Home > database >  How do I unpack multiple levels using json_normalize in python pandas?
How do I unpack multiple levels using json_normalize in python pandas?

Time:06-15

import pandas as pd
from pandas import json_normalize

Suppose I have the following data:

data = [
    {
        'Name':'Rocco',
        'Year':2020,
        'Location':'Itay',
        'Source':[
            {'Movies': 
             {'MovieNumber':1, 'Money':1000, 'Percent':10}
            }
        ]
    },
    {
        'Name':'Anja',
        'Year':2021,
        'Location':'Germany',
        'Source':[
            {'Movies': [
                {'MovieNumber':1, 'Money':2000, 'Percent':10},
                {'MovieNumber':2, 'Money':3000, 'Percent':10}
            ]
            }
        ]
    },
    {
        'Name':'Kasia',
        'Year':2021,
        'Location':'Poland',
        'Source':[
            {'Movies': [
                {'MovieNumber':1, 'Money':1000, 'Percent':10},
                {'MovieNumber':2, 'Money':1000, 'Percent':10},
                {'MovieNumber':3, 'Money':1000, 'Percent':10}
            ]
            }
        ]
    }
]

This is what it looks like as a pandas DF:

df = pd.DataFrame(data)
df

df1

This was my first attempt at unpacking:

results = pd.json_normalize(
    data,
    record_path = ['Source'],
    meta = ['Year']
)

results

This only did the first level so Rocco's information came out correct but Anja's and Kasia's did not because the data structure inside Source changed to a list.

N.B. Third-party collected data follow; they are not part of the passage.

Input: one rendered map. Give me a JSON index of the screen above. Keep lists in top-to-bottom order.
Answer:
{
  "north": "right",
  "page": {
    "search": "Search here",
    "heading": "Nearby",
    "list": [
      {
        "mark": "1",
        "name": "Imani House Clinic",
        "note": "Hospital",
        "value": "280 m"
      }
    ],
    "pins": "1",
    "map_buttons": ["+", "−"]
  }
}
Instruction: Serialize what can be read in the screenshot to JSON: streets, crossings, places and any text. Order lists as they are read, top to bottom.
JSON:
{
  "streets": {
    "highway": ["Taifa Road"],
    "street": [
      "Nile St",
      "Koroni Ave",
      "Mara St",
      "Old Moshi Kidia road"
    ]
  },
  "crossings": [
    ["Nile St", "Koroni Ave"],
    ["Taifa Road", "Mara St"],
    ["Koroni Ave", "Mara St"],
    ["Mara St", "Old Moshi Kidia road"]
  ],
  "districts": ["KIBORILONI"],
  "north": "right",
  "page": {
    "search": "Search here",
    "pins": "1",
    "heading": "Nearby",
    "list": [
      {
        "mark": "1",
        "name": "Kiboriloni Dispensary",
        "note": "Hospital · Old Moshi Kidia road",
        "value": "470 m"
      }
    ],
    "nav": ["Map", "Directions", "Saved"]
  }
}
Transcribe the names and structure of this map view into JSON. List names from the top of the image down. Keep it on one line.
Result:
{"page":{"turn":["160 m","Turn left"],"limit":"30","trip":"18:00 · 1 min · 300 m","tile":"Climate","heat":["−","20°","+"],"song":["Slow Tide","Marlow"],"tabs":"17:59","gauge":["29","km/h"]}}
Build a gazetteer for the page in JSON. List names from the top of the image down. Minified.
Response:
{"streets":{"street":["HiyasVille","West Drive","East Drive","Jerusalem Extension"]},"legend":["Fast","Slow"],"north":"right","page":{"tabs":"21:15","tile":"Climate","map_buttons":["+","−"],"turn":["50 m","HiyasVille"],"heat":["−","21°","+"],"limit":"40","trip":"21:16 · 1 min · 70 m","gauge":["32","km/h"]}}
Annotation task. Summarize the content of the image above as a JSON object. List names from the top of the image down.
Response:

My next attempt involved the following but it too did not work:

results2 = pd.json_normalize(
    data,
    record_path = ['Source'],
    meta = [
        'Year',
        ['Source'],
           ]
)

results2

From looking at the documentation and YouTube videos, I think I need another element in both the record_path field and meta field but I don't know what would go there. I've tried different combinations but none of them worked.

Does anyone know how I can unpack this? I would like the end result to be a DF with the following columns: Year, Name, Location, Movies.MovieNumber, Movies.Money, Movies.Percent. So, there should be a total of 6 rows.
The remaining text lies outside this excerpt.